When it comes to the realm of social wellness, what feeds your writing? Your songwriting? Your soul?The behaviors that benefit my career and my art-making aren’t always the ones that feel healthiest—late nights, elevated stress levels, monomaniacal focus that suppresses my appetite and wakes me up in the middle of the night. For me, trying to offset the physical costs and build in some recovery time is part of finding a balance between competing interests. Today, for example, I’m coming off three big shows with the Minnesota Orchestra. I slept in this morning and really needed the rest. Today I’ll walk the lakes and hit the gym and maybe try to coddle my nervous system a bit—I’ve asked a lot from it these past few weeks.

Tell us something surprising, wellness-related or other, that most people don’t know about you.

I’ve got a grade-schooler’s enthusiasm for jump rope tricks, both Double Dutch and single rope.

Lastly, at your Orchestra Hall show last weekend, you wove in a little existential monologue between songs about some recent dental work.

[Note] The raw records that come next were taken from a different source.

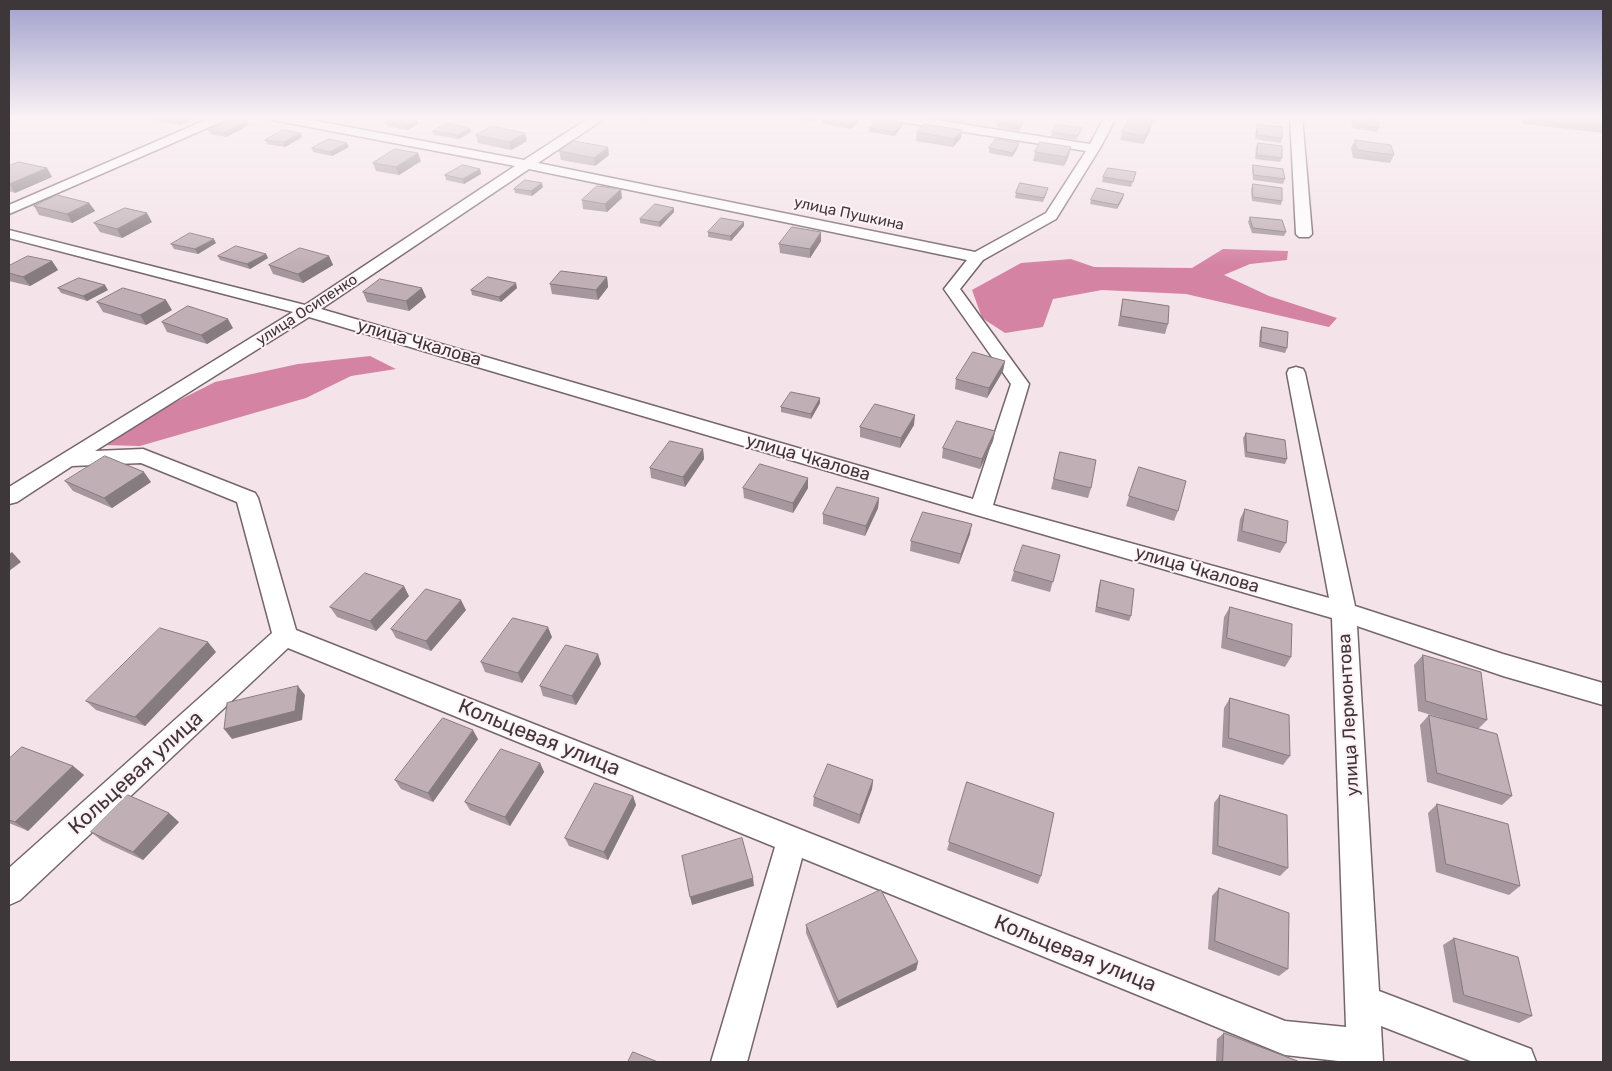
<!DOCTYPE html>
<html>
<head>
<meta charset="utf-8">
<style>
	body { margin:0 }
	#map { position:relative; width:1612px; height:1071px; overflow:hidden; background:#f4e3e9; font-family:Rubik,sans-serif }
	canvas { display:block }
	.frame { position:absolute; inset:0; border:10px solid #3d3739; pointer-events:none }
</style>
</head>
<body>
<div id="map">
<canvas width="1612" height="1071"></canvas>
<div class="frame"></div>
</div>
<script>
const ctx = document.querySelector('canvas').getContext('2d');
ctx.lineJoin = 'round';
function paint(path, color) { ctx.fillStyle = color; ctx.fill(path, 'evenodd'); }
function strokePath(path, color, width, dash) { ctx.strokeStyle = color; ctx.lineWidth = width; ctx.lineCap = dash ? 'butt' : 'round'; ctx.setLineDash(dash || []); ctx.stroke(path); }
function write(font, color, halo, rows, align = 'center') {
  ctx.font = font + ' Rubik,sans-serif'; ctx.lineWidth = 4; ctx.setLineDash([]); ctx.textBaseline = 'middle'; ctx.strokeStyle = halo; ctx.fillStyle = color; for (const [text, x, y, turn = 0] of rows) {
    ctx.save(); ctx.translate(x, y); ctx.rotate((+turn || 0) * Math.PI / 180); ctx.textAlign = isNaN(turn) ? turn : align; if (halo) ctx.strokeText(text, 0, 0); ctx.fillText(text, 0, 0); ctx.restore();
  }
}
const water = new Path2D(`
	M1223 249 1288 251 1287 260 1250 264 1224 275 1269 296 1337 318 1329 327 1186 294 1102 290 1053 299 1043 327 1005 333 982 318 972 290 1021 263 1071 259 1094 267 1192 268Z
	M370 356 396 369 351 376 306 398 140 446 102 445 150 415 215 382 298 364Z`);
const street = new Path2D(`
	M215 116H230L228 119 9 214V205Z
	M267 116H290L524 160 592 116H606L604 119 538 163 975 252 1046 213 1086 151 888 120 884 119 882 116H909L1090 144 1105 116H1117L1100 148 1056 219 983 260 960 289 1029 384 993 505 1329 598 1287 373 1289 369 1296 367 1303 369 1305 373 1355 606 1503 654 1603 683V705L1503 676 1357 626 1379 991 1531 1049 1536 1062H1473L1381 1026 1383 1062H1347L1285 1055 802 858 747 1062H711L775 847 288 648 20 900 9 905V868L272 633 237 502 141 463 72 466 17 502 9 504V487L293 312 9 238V230L305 305 515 166 273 120ZM529 169 967 260 944 289 1011 384 973 499 321 309ZM309 317 973 514 1332 618 1346 1027 1285 1021 296 630 258 498 255 493 143 449 95 451Z
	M1290 116H1302L1312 234 1309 237H1299L1296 234Z`);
const wall = new Path2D(`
	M142 116H196V117L180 125 143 118Z
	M336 116H352L348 118Z
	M621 116H654L647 121Z
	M793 116H818L813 122 793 119Z
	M940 116H968L964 123 940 119Z
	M1134 116H1158L1155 124 1152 123 1150 130 1143 144 1120 140 1122 132 1133 119Z
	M1353 116 1379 128 1377 132 1352 128 1351 120Z
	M1519 116H1603V133L1524 124Z
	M417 120 418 124 407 130 386 126 385 122Z
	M822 120 859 121 851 129 822 124Z
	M247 121 249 125 226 137 211 134 209 130Z
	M997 123H1023L1019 131 997 127Z
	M1257 124 1282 138 1281 143 1255 139 1256 128Z
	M902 127 894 136 869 132V128Z
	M470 128 471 132 459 139 434 135 433 131Z
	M1082 128 1081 132 1076 140 1051 136 1052 132Z
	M917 132 961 138 953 147 916 141Z
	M525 133 527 141 511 150 478 143 476 135Z
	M302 137 285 147 267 144 265 140Z
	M1355 140 1394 155 1390 163 1353 158 1351 148Z
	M1258 143 1282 158 1280 162 1255 159 1256 147Z
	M349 147 332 156 313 152 312 148Z
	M1018 147 1012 157 989 153V148Z
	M559 151 609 155 595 166 561 160Z
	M1035 152 1069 155 1064 166 1033 161Z
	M421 161 399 175 376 171 373 163Z
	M1253 165 1285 179 1283 184 1253 180 1252 169Z
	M9 166 47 168 52 177 15 193 9 191Z
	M480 169 481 174 464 184 446 180 445 175Z
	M1136 172 1131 187 1102 182 1103 177Z
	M1253 184 1282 201 1281 205 1252 201 1251 189Z
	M543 187 532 196 515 193 514 189Z
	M1047 192 1043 202 1015 198 1016 193Z
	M622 198 607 212 583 209 582 200Z
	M1123 198 1117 209 1090 204 1091 200Z
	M89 203 95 211 72 223 39 215 34 206Z
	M674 212 660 227 640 223V219Z
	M1250 217 1286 232 1284 236 1252 233 1248 222Z
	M152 222 122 238 100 232 94 223Z
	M744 226 731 241 708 237V232Z
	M821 241 810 258 780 253 779 244Z
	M216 243 198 254 174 249 171 244Z
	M266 254 268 258 250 269 220 260 218 256Z
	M329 256 333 265 303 283 273 274 269 265Z
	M52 261 58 270 30 286 9 281V266Z
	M607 277 608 287 598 300 552 294 550 284Z
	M58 288 108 290 87 301 61 293Z
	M517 288 501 302 472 295 471 290Z
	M363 292 426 297 409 311 367 302Z
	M1123 299 1168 324 1165 334 1118 326 1121 308Z
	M97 302 172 310 146 325 103 312Z
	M162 322 233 328 207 344 167 332Z
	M1262 327 1287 348 1285 353 1259 347 1260 331Z
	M1005 361 1003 371 987 398 955 389 956 379Z
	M820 403 811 419 781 412V407Z
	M914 425 900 448 860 437V427Z
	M995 431 993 441 980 469 942 458 943 448Z
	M1246 433 1287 459 1285 464 1245 457 1243 438Z
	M703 449 704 459 685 487 651 478 650 468Z
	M1060 452 1091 488 1088 498 1051 489Z
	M1135 477 1178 511 1174 521 1126 506Z
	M65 481 151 482 112 508 73 491Z
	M743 488H808L793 513 744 498Z
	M879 498 878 508 865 536 823 524V514Z
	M1245 509 1286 543 1280 553 1237 541 1240 519Z
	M970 534 959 564 910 551 911 541Z
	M1060 555 1050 592 1011 581 1014 571Z
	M1101 580 1131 616 1129 621 1095 612 1099 585Z
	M409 596 376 631 337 617 330 607Z
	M1230 607 1291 657 1285 667 1221 648 1224 617Z
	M466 610 431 651 396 638 391 629Z
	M552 637 522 683 485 672 481 662Z
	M216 652 145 726 96 710 86 701Z
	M598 654 601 664 576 705 543 696 540 686Z
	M1423 655 1487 720 1478 729 1512 796 1502 805 1427 782 1420 725 1429 715 1458 723 1418 711 1414 665Z
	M1230 698 1290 756 1283 765 1222 747 1224 708Z
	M478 739 433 802 401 789 395 780Z
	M9 759 73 766 84 775 28 831 9 823Z
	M540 763 544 772 510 826 470 810 465 802Z
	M873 780 872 789 859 824 813 806 814 797Z
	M967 782 1041 876 1038 884 947 850Z
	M1220 795 1288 868 1280 876 1212 854 1214 803Z
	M633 796 636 805 608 860 569 846 565 838Z
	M1437 804 1520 886 1509 895 1436 872 1428 813Z
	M179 822 143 860 102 841 91 832Z
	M1219 888 1288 969 1279 976 1208 949 1212 896Z
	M806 925 918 962 916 970 837 1008 806 933Z
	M1454 938 1532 1016 1519 1023 1453 1002 1443 945Z
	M1224 1033 1300 1062H1216L1217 1039Z`);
const shadedWall = new Path2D(`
	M178 116H196V117L180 125 176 117Z
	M646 116H654L647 121Z
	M814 116H818L813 122V118Z
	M859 117V121L851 129V125Z
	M417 120 418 124 407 130 405 126Z
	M247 121 249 125 226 137 224 133Z
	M1152 122 1150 130 1143 144 1145 136Z
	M902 123V127L894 136V132Z
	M470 128 471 132 459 139 458 135Z
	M962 130 961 138 953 147 954 139Z
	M301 133 302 137 285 147 284 142Z
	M525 133 527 141 511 150 509 142Z
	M347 143 349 147 332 156 330 152Z
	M1019 143 1018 147 1012 157 1013 153Z
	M608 147 609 155 595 166 594 158Z
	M1071 147 1069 155 1064 166 1066 157Z
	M418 153 421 161 399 175 396 167Z
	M47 168 52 177 15 193 10 184Z
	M480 169 481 174 464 184 463 179Z
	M542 183 543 187 532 196 531 191Z
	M621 189 622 198 607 212 605 204Z
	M1124 194 1123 198 1117 209 1118 205Z
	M89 203 95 211 72 223 67 214Z
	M674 208V212L660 227 659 222Z
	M147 213 152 222 122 238 117 229Z
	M744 222V226L731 241 730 236Z
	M821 232V241L810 258V249Z
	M214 239 216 243 198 254 195 249Z
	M266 254 268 258 250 269 247 264Z
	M329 256 333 265 303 283 298 274Z
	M52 261 58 270 30 286 23 277Z
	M607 277 608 287 598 300 596 290Z
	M516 283 517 288 501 302 499 297Z
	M105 285 108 290 87 301 83 296Z
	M422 288 426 297 409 311 406 301Z
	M166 300 172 310 146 325 140 315Z
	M228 319 233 328 207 344 201 335Z
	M1005 361 1003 371 987 398 989 388Z
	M820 398V403L811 419V414Z
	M915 415 914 425 900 448 901 438Z
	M995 431 993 441 980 469 982 459Z
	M703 449 704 459 685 487 683 477Z
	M144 472 151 482 112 508 104 498Z
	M808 478V488L793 513V503Z
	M879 498 878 508 865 536 866 526Z
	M972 524 970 534 959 564 961 554Z
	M12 552 21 562 9 571V554Z
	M404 586 409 596 376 631 370 621Z
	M461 600 466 610 431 651 426 641Z
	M548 627 552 637 522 683 518 673Z
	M208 642 216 652 145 726 135 717Z
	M598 654 601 664 576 705 572 696Z
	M298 686 305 695 302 720 232 739 224 729Z
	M473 730 478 739 433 802 428 793Z
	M540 763 544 772 510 826 505 817Z
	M73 766 84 775 28 831 15 822Z
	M873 780 872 789 859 824 860 815Z
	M633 796 636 805 608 860 604 852Z
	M169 813 179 822 143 860 133 852Z
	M753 878 754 886 692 905 690 897Z
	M918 962 916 970 837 1008 838 1001Z`);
const building = new Path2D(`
	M396 116H397L417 120 405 126 385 122Z
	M798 116H814L813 118Z
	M827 116H852L859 117 851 125 822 120Z
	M943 116H966L964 119Z
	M1001 116 1023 119 1020 127 997 123Z
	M1353 116 1378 120 1379 128 1354 124Z
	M1130 118 1152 122 1145 136 1122 132Z
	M233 119 247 121 224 133 209 130Z
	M878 119 902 123 894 132 869 128Z
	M446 123 470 128 458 135 433 131Z
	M924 124 962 130 954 139 917 132Z
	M1056 124 1082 128 1077 136 1052 132Z
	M1257 124 1282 127V138L1257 135Z
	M492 126 525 133 509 142 476 135Z
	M283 130 301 133 284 142 265 140Z
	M329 139 347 143 330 152 312 148Z
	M996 139 1019 143 1013 153 989 148Z
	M1355 140 1391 145 1394 155 1357 150Z
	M574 141 608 147 594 158 559 151Z
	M1040 142 1071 147 1066 157 1035 152Z
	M1258 143 1282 146V158L1257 155Z
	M395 149 418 153 396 167 373 163Z
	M19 162 47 168 9 184V166Z
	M463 165 480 169 463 179 445 175Z
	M1253 165 1283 169 1285 179 1254 175Z
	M1108 168 1136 172 1133 182 1103 177Z
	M525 180 542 183 531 191 514 189Z
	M1020 183 1048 188 1044 198 1016 193Z
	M1253 184 1282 188V201L1253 197Z
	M597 186 621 189 605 204 582 200Z
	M1097 188 1124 194 1118 205 1091 200Z
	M57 195 89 203 67 214 34 206Z
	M655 204 674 208 659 222 640 219Z
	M125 208 147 213 117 229 94 223Z
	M1250 217 1282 220 1286 232 1253 228Z
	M721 218 744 222 730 236 708 232Z
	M792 227 821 232 810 249 779 244Z
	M190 233 214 239 195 249 171 244Z
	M236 246 266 254 247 264 218 256Z
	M300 248 329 256 298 274 269 265Z
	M28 256 52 261 23 277 9 273V266Z
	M561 271 607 277 596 290 550 284Z
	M488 277 516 283 499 297 471 290Z
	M79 278 105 285 83 296 58 288Z
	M380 279 422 288 406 301 363 292Z
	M123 288 166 300 140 315 97 302Z
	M1123 299 1169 306 1168 324 1121 316Z
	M188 306 228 319 201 335 162 322Z
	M1262 327 1288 332 1287 348 1261 342Z
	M973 352 1005 361 989 388 956 379Z
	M791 392 820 398 811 414 781 407Z
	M875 404 915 415 901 438 860 427Z
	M957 421 995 431 982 459 943 448Z
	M1246 433 1285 440 1287 459 1247 452Z
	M670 441 703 449 683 477 650 468Z
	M1060 452 1096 460 1091 488 1054 479Z
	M105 456 144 472 104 498 65 481Z
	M760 464 808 478 793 503 743 488Z
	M1139 467 1186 481 1178 511 1129 496Z
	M837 487 879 498 866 526 823 514Z
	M1245 509 1288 521 1286 543 1242 531Z
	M923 512 972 524 961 554 911 541Z
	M1023 545 1060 555 1053 582 1014 571Z
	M365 573 404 586 370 621 330 607Z
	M1101 580 1134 589 1131 616 1097 607Z
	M426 589 461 600 426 641 391 629Z
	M1230 607 1292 624 1291 657 1227 638Z
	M513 618 548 627 518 673 481 662Z
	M160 628 208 642 135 717 86 701Z
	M566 645 598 654 572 696 540 686Z
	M1423 655 1481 672 1487 720 1426 701Z
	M298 686 295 711 224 729 227 703Z
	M1230 698 1289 715 1290 756 1229 738Z
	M1429 715 1497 734 1512 796 1437 773Z
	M443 718 473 730 428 793 395 780Z
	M22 747 73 766 15 822 9 820V759Z
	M501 749 540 763 505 817 465 802Z
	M828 764 873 780 860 815 814 797Z
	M967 782 1054 813 1041 876 949 842Z
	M595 783 633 796 604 852 565 838Z
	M128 795 169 813 133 852 91 832Z
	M1220 795 1287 815 1288 868 1218 846Z
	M1437 804 1508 824 1520 886 1446 864Z
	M742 838 753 878 690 897 682 856Z
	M1219 888 1289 913 1288 969 1215 941Z
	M881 890 918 962 838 1001 806 925Z
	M1454 938 1518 957 1532 1016 1464 995Z
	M1224 1033 1300 1062H1223Z
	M633 1052 658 1062H628Z`);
const farStreetnames = [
	["улица Пушкина",849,214,12],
	["улица Осипенко",307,310,-33]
];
const streetNames = [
	["улица Чкалова",419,343,16],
	["улица Чкалова",808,458,16],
	["улица Чкалова",1197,570,16],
	["улица Лермонтова",1349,715,-93]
];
const nearStreetnames = [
	["Кольцевая улица",539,738,22],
	["Кольцевая улица",136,773,-42],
	["Кольцевая улица",1075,954,22]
];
paint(water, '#d583a3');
strokePath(street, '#75666b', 3);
paint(street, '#fff');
paint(wall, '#a5979d');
paint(shadedWall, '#867b7f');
paint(building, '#c0b0b6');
strokePath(building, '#867b7f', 1);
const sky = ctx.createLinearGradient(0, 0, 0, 266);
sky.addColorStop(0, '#a0a0cc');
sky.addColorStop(0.44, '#faf2f5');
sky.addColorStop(1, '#faf2f500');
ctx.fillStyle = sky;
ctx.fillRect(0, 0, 1612, 266);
write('15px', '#3d3739', '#fff1f6', farStreetnames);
write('18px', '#3d3739', '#fff1f6', streetNames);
write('21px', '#3d3739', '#fff1f6', nearStreetnames);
</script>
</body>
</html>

At one point you talked about pain and healing, and gave a shout out to your physical therapist. Have you had much physical therapy? Can you tell us more about that?

First, I should be more careful with my language! The person who I referenced on stage is a massage therapist, based here in the Twin Cities. I was fascinated to learn how much of his training involved honing his sense of touch—his cohort was asked to scatter grains of rice in an open phonebook, then cover them with a sheaf of pages so that a partner could run their fingertips down the paper, feeling for the rice Princess-and-the-Pea style. Separately, I’ve also visited a physical therapist and got teary eyed when he told me that the considerable pain in my knees could be alleviated by some focused exercise. (Shout-out here to the massage therapists at The Doorway for BetterHealth and Dr. Bershow at Allina Health.)